Key Responsibilities:
• Design, implement, and optimize data ingestion pipelines using Apache NiFi to handle sources like CSV and RDBMS, converting data to formats such as Parquet.
• Configure and manage a Spark standalone cluster for efficient data processing.
• Set up and maintain MinIO cluster for object storage, including raw and processed buckets.
• Orchestrate end-to-end data workflows using Apache Airflow
• Monitor system performance, logs, and health across nodes using built-in tools and optional monitoring services; ensure high availability and quick issue resolution.
• Work cross-functionally with other stakeholders to align infrastructure with business needs, including documentation and knowledge sharing.

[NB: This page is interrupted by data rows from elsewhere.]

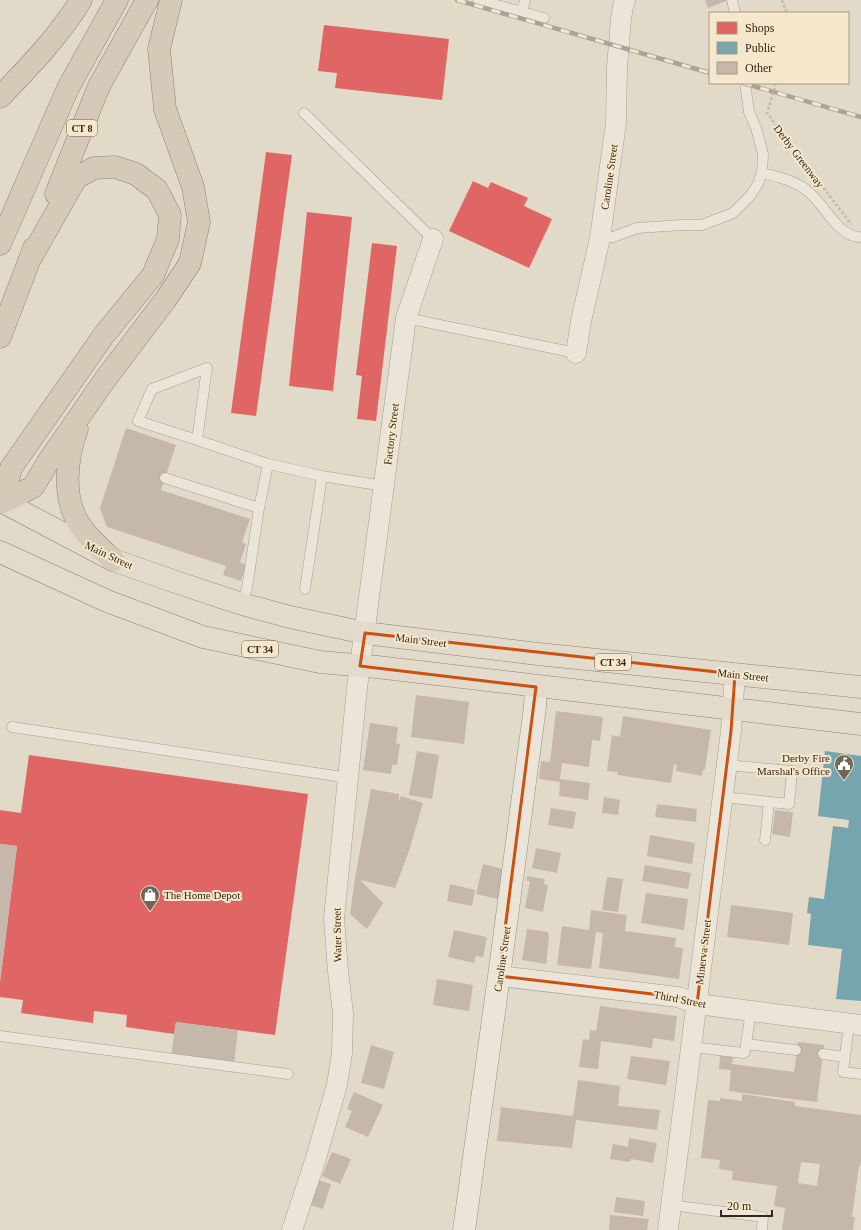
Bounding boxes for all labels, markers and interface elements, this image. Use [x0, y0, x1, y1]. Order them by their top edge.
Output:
legend [709, 12, 849, 84]
text: Shops [745, 21, 775, 35]
text: Public [745, 41, 776, 55]
text: Other [745, 61, 772, 75]
road number: CT 8 [67, 120, 97, 136]
street label: Derby Greenway [772, 122, 827, 190]
street label: Caroline Street [598, 143, 620, 211]
street label: Factory Street [381, 402, 401, 466]
street label: Main Street [83, 539, 135, 571]
street label: Main Street [395, 631, 447, 649]
road number: CT 34 [242, 641, 278, 657]
road number: CT 34 [595, 654, 631, 670]
street label: Main Street [717, 666, 769, 684]
place label: Derby Fire Marshal's Office [757, 752, 830, 777]
public building icon: Derby Fire Marshal's Office [833, 753, 855, 781]
shop icon: The Home Depot [139, 884, 161, 912]
place label: The Home Depot [164, 889, 240, 901]
street label: Water Street [331, 908, 343, 962]
street label: Minerva Street [693, 919, 713, 985]
street label: Caroline Street [491, 925, 513, 993]
street label: Third Street [653, 988, 707, 1010]
scale bar [721, 1192, 772, 1218]
text: 20 m [727, 1199, 752, 1213]

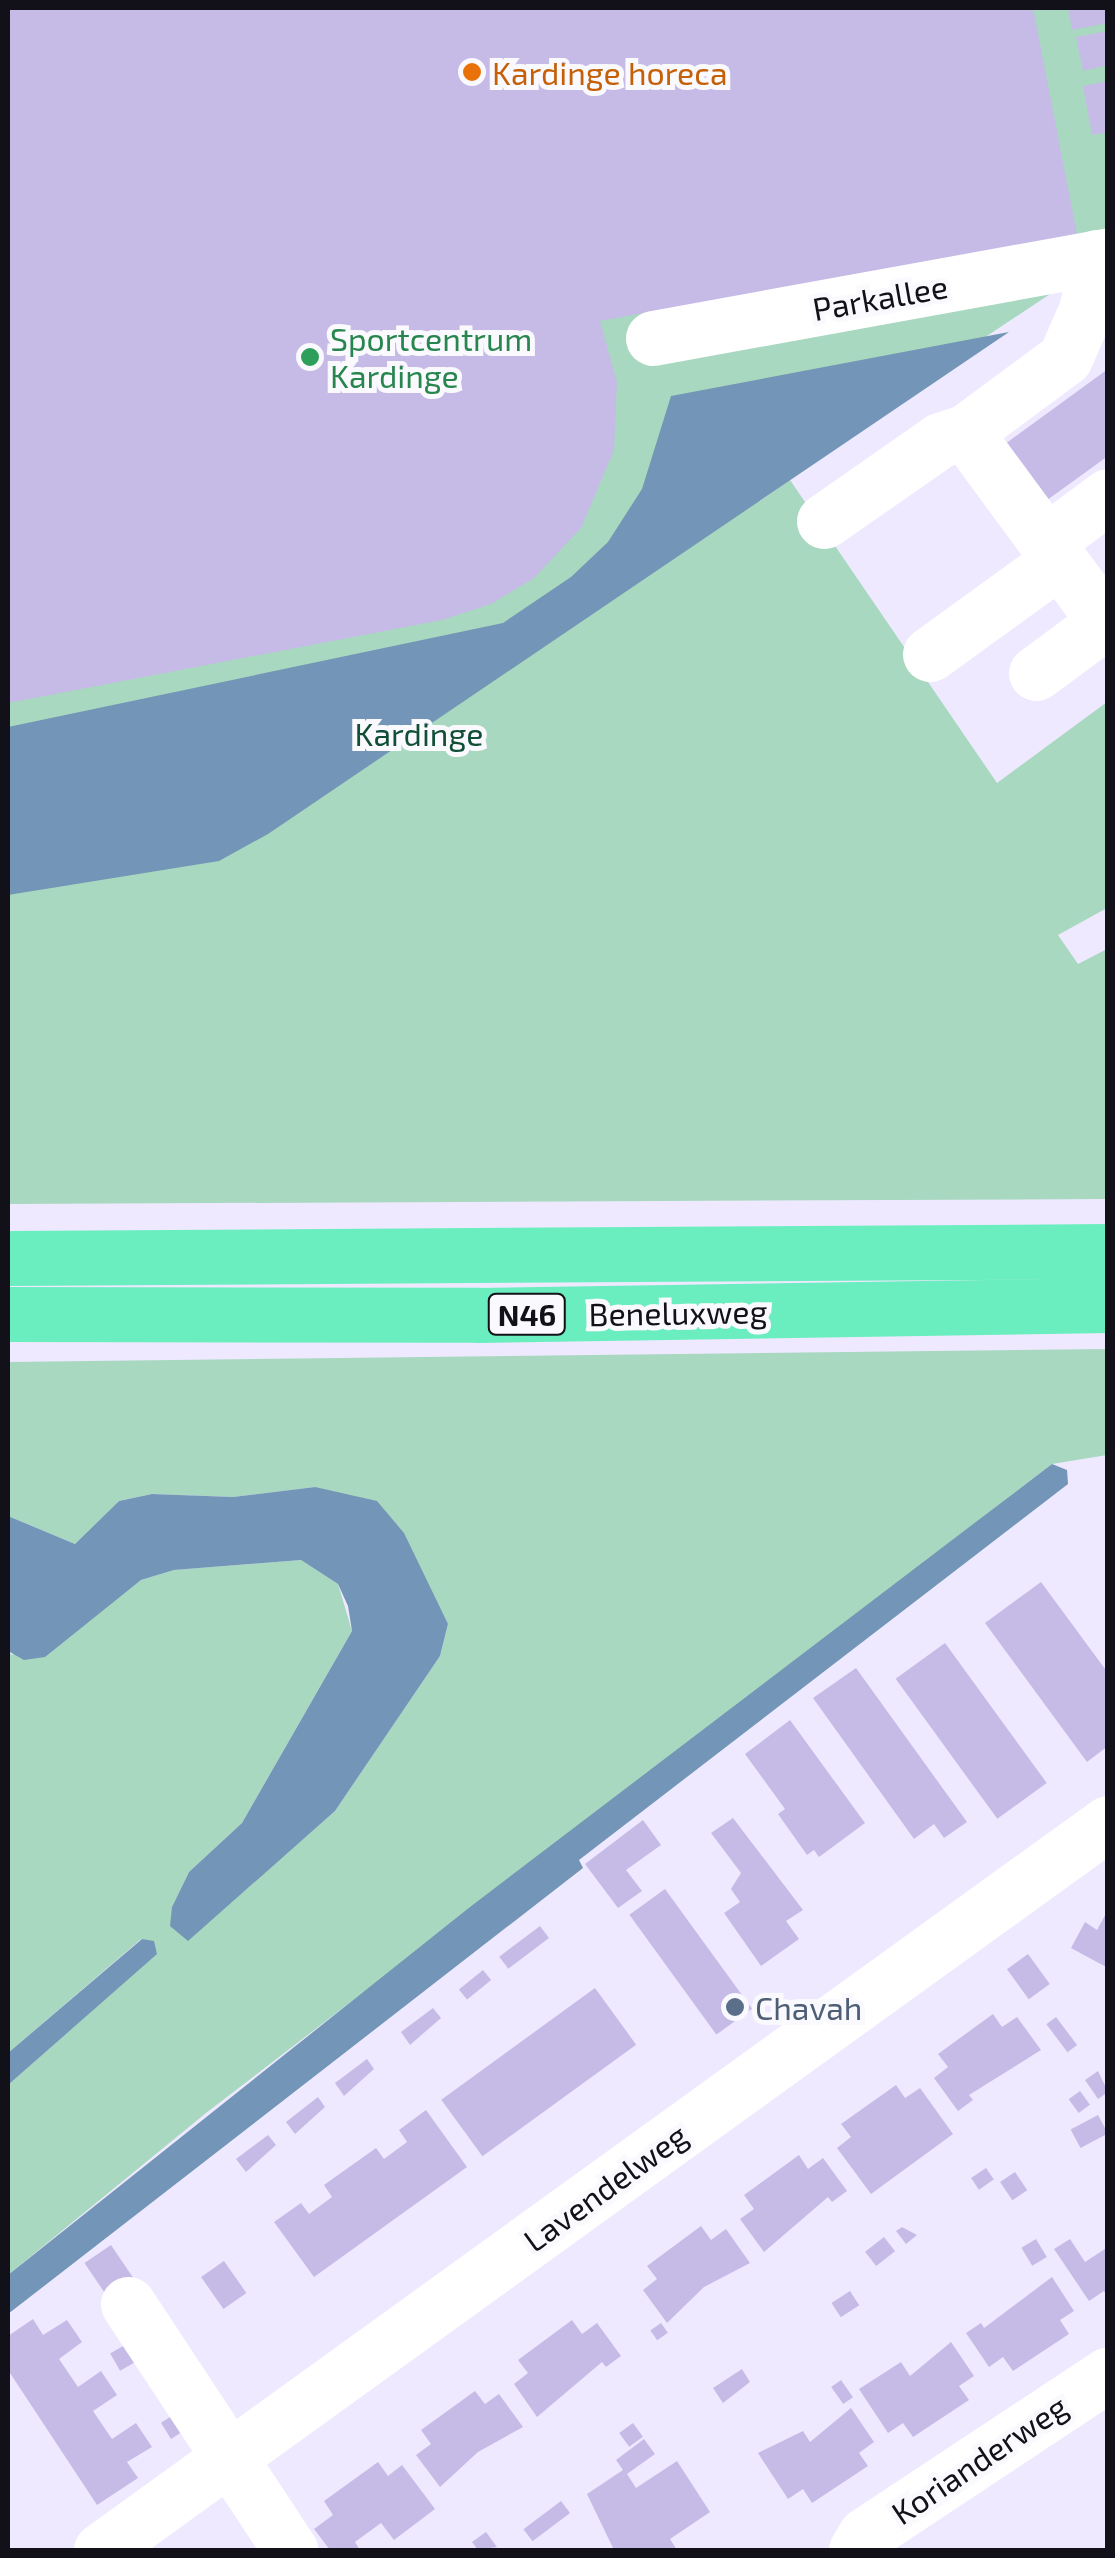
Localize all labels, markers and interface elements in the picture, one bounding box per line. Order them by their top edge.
place label: Kardinge horeca [492,53,727,91]
marker: Kardinge horeca [461,61,483,83]
street label: Parkallee [810,266,950,328]
place label: Sportcentrum Kardinge [330,320,532,395]
marker: Sportcentrum Kardinge [299,346,321,368]
park label: Kardinge [355,714,483,752]
road number: N46 [487,1289,567,1339]
street label: Beneluxweg [588,1291,768,1333]
place label: Chavah [755,1988,862,2026]
marker: Chavah [724,1996,746,2018]
street label: Lavendelweg [516,2115,694,2259]
street label: Korianderweg [884,2386,1074,2532]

• Develop and maintain ETL Pipelines using Pyspark and Python
• Proficient in SQL and willing to write complex queries
Required Qualifications:
• Bachelor's degree in Computer Science, Information Technology, Engineering, or a related field (Master's preferred).
• 3+ years of experience in data engineering, infrastructure, or operations roles, with a focus on building and maintaining data pipelines and systems.
• Proven hands-on experience with Apache NiFi for data ingestion and ETL processes.
• Strong expertise in Apache Spark (standalone or clustered) for distributed data processing.
• Proficiency with object storage solutions like MinIO (or S3-compatible systems) and database management using SQL Server and Oracle.
• Experience with workflow orchestration tools such as Apache Airflow.
• Solid understanding of data formats (e.g., Parquet, CSV), data flows, and optimization techniques for performance and scalability.
• Knowledge of monitoring, logging, and troubleshooting in data environments.